Topics: FS: NFS, FS: XFS

People: Hirokazu Takahashi

Hirokazu Takahashi announced:

I ported the zerocopy NFS patches against linux-2.5.36.

I made va05-zerocopy-nfsdwrite-2.5.36.patch more generic, so that it would be easy to merge with NFSv4. Each procedure can chose whether it can accept splitted buffers or not. And I fixed a probelem that nfsd couldn't handle NFS-symlink requests which were very large.

    This patch enables HW-checksum against outgoing packets including UDP frames.
    This patch makes sendfile systemcall over UDP work.

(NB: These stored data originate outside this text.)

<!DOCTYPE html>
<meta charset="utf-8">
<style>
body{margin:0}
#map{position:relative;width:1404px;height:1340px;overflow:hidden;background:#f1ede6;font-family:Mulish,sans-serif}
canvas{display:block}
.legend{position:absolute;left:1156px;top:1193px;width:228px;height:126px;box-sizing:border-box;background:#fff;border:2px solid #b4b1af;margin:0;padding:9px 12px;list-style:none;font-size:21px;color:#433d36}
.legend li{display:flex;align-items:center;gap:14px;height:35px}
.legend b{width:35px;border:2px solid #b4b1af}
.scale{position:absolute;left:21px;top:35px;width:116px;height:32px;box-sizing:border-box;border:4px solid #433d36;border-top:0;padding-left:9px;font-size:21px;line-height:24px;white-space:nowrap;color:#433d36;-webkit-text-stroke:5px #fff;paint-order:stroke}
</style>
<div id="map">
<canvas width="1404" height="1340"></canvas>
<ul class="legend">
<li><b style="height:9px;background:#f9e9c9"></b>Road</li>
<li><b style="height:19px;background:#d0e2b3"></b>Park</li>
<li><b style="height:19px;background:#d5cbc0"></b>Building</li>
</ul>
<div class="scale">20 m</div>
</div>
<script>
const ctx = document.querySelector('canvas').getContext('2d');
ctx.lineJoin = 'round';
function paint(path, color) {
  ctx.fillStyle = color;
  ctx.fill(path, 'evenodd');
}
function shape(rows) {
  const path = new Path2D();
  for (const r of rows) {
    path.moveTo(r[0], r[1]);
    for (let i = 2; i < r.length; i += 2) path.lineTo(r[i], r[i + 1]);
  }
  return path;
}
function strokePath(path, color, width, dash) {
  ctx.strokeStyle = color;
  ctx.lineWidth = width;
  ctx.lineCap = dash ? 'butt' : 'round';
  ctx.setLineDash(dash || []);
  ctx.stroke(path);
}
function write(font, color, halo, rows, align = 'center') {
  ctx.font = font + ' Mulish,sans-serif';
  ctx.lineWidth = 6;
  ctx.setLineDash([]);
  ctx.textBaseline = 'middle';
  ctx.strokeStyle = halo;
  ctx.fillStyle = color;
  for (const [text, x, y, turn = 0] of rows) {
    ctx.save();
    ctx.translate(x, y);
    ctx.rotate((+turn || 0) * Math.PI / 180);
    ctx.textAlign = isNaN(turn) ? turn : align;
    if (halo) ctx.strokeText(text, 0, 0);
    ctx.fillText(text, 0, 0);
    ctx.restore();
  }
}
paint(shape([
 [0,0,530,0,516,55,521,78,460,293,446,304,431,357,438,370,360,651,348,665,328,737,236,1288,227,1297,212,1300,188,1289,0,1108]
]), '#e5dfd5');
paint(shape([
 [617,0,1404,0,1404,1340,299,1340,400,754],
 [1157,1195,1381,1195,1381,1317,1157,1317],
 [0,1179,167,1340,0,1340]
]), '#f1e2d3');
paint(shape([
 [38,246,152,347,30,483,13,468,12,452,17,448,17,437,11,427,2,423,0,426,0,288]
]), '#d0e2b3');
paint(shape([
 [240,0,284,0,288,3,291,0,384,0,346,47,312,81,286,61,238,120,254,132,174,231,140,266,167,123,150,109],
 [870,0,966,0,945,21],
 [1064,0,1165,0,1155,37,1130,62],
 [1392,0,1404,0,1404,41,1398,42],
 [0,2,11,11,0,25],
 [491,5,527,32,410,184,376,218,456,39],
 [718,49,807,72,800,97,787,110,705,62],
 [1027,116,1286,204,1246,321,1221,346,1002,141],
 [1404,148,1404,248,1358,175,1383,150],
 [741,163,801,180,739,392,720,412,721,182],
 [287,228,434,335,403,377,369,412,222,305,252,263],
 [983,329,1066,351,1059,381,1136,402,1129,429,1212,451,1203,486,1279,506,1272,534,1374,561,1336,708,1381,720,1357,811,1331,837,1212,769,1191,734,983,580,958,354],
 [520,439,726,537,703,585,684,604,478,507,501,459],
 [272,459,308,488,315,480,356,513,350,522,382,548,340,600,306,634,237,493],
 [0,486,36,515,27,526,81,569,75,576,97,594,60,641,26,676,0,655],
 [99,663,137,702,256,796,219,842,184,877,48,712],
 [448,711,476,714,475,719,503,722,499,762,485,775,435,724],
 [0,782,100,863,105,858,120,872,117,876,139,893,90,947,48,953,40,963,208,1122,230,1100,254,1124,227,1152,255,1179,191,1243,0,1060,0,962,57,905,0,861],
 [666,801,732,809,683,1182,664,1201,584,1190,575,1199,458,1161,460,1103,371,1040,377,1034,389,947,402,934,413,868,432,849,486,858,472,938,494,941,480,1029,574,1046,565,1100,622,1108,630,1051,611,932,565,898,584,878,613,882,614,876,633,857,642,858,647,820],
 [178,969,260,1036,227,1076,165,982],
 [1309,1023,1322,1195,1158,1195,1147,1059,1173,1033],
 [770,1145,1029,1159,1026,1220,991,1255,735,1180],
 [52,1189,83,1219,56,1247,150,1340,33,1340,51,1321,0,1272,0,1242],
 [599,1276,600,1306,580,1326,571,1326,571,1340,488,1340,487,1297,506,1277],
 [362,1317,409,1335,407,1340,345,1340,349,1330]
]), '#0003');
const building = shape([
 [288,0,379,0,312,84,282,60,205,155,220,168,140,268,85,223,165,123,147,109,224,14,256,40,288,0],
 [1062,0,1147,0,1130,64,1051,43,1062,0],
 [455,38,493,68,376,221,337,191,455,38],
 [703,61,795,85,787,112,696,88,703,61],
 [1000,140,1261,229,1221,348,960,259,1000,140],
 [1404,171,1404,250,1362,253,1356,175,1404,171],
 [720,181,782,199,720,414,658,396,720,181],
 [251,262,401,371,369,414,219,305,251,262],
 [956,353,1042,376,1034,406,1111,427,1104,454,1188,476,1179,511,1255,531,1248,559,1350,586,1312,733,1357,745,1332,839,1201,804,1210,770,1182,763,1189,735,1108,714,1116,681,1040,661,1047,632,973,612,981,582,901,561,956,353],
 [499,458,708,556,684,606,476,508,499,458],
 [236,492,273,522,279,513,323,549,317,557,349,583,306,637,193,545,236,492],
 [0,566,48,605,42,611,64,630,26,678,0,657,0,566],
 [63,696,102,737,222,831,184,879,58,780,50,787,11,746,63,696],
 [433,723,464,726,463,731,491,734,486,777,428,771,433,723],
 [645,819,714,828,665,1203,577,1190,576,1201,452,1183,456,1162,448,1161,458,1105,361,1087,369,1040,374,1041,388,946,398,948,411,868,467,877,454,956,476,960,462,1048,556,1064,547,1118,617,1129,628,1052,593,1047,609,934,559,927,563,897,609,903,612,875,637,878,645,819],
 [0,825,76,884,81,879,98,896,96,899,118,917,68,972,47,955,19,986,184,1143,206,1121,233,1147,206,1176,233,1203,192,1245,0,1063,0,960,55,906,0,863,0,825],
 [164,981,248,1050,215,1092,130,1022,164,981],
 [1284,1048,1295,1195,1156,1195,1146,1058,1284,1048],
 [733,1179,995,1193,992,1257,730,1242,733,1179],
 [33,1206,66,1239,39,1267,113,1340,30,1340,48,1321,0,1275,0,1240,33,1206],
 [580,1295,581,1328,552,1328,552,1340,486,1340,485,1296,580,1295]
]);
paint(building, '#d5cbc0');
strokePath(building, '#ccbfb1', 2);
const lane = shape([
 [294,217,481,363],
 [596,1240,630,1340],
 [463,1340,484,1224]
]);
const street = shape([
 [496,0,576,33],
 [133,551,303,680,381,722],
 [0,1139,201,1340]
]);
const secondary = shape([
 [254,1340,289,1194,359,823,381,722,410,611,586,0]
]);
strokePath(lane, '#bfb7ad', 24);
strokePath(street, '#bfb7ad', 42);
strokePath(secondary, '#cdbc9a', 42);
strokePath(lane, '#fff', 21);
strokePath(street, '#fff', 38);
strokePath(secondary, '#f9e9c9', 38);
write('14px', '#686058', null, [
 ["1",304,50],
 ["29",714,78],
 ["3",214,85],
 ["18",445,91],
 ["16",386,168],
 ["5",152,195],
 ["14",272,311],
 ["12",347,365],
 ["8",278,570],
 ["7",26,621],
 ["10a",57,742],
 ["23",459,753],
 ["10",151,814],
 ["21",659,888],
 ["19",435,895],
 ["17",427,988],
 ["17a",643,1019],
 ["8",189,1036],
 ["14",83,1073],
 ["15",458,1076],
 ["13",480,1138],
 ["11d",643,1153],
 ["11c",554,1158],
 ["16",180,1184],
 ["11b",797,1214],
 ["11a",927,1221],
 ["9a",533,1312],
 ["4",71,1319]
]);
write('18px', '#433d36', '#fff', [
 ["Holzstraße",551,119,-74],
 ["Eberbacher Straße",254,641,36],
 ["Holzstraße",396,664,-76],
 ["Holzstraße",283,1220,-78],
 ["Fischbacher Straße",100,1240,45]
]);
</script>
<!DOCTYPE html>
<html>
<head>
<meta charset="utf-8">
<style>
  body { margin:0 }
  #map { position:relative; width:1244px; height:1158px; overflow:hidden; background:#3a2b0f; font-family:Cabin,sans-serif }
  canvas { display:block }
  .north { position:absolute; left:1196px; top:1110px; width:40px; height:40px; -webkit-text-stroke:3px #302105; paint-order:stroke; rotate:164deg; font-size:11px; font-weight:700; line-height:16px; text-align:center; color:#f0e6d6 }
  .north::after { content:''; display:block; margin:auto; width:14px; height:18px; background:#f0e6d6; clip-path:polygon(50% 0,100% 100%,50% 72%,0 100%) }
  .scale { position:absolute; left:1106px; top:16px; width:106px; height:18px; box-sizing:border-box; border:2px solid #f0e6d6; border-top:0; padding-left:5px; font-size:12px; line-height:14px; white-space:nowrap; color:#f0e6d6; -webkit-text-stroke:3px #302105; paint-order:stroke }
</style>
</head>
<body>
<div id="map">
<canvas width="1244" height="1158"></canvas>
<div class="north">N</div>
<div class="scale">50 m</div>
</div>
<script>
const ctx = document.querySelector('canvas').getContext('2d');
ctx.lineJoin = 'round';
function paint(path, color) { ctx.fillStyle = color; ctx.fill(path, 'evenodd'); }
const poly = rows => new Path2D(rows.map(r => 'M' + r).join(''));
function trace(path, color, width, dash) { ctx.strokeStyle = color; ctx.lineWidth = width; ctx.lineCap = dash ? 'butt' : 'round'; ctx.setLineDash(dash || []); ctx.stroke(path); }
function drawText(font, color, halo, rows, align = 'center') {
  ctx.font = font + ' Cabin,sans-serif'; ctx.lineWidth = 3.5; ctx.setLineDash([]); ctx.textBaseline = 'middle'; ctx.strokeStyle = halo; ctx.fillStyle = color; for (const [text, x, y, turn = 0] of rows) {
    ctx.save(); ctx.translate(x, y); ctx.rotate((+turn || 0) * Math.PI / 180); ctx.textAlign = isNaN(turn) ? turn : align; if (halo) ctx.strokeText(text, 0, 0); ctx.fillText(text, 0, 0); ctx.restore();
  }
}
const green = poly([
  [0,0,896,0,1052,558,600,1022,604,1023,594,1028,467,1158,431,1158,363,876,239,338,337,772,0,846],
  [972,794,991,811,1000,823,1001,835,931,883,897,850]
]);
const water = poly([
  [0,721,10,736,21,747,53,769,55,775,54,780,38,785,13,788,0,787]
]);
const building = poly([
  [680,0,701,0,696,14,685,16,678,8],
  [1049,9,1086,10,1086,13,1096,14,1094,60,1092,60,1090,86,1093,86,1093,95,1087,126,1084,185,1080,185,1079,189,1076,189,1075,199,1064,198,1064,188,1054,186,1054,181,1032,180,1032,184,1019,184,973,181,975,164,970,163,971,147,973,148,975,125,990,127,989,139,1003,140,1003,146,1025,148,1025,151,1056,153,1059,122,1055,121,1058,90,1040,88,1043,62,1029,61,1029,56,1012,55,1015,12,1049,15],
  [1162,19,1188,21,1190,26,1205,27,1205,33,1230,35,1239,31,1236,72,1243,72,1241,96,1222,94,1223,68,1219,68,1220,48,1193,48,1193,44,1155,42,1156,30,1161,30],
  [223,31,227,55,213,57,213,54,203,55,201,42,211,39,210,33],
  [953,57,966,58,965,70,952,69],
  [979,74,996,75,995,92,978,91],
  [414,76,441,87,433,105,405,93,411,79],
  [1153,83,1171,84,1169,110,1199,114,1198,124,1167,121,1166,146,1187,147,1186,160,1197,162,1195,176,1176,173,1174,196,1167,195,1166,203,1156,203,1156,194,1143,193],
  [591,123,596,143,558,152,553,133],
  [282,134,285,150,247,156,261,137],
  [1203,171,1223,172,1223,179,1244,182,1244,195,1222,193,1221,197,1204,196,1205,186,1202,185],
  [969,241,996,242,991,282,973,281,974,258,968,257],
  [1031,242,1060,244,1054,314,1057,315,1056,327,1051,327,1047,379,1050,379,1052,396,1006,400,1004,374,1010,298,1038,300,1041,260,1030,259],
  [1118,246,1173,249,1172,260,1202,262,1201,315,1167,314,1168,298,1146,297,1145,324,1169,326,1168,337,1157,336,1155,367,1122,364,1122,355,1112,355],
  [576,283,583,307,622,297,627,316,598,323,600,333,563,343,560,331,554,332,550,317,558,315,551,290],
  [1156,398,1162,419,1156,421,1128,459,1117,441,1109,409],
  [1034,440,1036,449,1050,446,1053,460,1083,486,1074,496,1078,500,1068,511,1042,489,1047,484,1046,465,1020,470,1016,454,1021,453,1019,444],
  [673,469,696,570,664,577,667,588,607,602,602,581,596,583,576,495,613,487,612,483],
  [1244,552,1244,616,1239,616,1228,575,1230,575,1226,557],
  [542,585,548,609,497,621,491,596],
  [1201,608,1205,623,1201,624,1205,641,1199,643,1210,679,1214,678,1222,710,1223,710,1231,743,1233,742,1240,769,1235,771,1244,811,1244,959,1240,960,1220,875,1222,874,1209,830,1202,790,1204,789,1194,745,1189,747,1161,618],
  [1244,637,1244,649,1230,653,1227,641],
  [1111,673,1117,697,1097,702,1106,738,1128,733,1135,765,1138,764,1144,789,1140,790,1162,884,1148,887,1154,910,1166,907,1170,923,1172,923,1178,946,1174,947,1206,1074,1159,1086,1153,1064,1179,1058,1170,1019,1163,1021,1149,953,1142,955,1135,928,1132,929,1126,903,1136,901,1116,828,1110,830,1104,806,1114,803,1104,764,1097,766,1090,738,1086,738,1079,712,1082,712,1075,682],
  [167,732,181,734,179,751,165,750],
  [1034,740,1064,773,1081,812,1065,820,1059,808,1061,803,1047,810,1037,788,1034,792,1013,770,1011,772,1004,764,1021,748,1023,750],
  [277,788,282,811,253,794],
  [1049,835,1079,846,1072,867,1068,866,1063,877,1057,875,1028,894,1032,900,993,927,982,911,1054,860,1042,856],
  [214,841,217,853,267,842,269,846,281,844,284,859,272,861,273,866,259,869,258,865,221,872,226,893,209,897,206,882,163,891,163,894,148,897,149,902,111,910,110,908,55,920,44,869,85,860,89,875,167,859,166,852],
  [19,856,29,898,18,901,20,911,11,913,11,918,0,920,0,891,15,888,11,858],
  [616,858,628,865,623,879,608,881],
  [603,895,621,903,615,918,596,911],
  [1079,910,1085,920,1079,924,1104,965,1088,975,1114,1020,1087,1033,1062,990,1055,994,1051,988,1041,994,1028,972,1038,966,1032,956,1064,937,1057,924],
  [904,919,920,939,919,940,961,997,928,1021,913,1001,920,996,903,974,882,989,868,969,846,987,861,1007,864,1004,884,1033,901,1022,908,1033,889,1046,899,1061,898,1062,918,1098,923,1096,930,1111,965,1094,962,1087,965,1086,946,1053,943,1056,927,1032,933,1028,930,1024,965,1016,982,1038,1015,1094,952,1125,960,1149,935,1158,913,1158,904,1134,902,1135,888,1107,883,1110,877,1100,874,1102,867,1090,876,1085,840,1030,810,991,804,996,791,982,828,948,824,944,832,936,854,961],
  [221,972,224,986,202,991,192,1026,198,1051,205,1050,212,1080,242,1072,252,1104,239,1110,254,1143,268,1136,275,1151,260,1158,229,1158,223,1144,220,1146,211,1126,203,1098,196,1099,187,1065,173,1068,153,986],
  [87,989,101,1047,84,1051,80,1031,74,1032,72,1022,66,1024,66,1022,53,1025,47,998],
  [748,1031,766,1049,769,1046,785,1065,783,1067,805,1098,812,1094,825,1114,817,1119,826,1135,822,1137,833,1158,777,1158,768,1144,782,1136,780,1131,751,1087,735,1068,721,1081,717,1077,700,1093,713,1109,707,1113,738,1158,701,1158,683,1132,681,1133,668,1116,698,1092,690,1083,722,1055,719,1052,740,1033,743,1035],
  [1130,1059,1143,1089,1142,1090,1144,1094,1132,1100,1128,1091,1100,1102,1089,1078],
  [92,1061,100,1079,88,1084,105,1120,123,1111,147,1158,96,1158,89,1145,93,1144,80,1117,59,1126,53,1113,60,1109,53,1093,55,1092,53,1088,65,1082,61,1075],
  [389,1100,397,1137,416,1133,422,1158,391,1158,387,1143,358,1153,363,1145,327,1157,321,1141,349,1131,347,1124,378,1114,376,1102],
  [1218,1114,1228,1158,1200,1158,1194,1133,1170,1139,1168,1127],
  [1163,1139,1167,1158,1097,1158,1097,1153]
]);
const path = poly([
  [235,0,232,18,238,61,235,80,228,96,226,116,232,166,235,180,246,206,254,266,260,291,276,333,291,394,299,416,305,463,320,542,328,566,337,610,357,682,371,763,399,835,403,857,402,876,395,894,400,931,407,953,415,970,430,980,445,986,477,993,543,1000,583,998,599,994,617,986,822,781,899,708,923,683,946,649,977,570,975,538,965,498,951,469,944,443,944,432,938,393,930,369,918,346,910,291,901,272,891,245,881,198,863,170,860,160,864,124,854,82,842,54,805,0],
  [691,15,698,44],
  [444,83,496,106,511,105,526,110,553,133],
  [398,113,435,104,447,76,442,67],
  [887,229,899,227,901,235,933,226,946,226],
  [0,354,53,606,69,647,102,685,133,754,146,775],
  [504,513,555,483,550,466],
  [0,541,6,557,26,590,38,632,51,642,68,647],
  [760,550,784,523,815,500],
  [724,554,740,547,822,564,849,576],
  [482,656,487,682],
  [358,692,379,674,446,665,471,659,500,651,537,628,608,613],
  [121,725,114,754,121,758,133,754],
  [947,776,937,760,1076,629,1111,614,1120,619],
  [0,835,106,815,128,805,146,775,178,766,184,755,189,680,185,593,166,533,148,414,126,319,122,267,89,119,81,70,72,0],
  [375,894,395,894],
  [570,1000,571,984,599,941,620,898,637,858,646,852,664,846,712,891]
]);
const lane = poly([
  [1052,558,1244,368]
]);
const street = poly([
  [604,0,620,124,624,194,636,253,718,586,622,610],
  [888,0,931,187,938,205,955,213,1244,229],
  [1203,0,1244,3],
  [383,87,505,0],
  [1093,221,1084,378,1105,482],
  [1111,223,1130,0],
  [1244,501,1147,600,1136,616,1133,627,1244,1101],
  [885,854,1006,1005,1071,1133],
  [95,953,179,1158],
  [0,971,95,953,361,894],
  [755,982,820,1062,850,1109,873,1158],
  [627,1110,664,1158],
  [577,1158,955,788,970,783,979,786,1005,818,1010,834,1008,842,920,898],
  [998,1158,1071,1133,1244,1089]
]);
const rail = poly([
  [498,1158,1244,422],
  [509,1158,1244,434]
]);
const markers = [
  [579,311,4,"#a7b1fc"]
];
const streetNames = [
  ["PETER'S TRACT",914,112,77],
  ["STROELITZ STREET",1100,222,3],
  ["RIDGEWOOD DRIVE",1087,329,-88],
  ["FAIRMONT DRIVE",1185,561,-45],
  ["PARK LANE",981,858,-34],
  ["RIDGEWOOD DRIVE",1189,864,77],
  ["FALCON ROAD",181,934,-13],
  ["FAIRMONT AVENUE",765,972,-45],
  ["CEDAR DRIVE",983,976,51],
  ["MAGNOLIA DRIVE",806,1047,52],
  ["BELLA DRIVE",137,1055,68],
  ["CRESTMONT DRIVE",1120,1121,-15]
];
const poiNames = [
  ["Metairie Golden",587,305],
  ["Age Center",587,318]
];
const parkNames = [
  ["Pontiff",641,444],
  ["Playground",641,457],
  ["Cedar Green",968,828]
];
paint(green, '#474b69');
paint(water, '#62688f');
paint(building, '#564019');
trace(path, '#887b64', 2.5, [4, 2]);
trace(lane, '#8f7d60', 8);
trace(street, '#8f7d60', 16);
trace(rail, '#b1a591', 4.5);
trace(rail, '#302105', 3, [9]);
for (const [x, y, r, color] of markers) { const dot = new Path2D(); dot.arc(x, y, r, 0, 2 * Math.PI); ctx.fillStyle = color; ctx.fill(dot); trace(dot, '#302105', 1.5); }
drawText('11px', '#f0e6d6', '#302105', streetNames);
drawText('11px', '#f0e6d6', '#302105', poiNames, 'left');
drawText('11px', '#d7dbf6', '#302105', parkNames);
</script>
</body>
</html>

It also supports UDP_CORK interface which is very similar to TCP_CORK. And you can call sendmsg/senfile with MSG_MORE flags over UDP sockets.
    This patch fixes the problem of x86 csum_partilal() routines which can't handle odd addressed buffers.
    This patch makes RPC can send some pieces of data and pages without copy.
    This patch makes NFSD send pages in pagecache directly when NFS clinets request file-read.
    nfsd_readdir can also send pages without copy.
    This patch makes per-cpu UDP sockets so that NFSD can send UDP frames on each prosessor simultaneously. Without the patch we can send only one UDP frame at the time as a UDP socket have to be locked during sending some pages to serialize them.
    This patch enables NFS-write uses writev interface. NFSd can handle NFS requests without reassembling IP fragments into one UDP frame.
    This patch makes writev for regular file work faster. It also can be found at

    Caution: XFS doesn't support writev interface yet. NFS write on XFS might slow down with No.8 patch. I wish SGI guys will implement it.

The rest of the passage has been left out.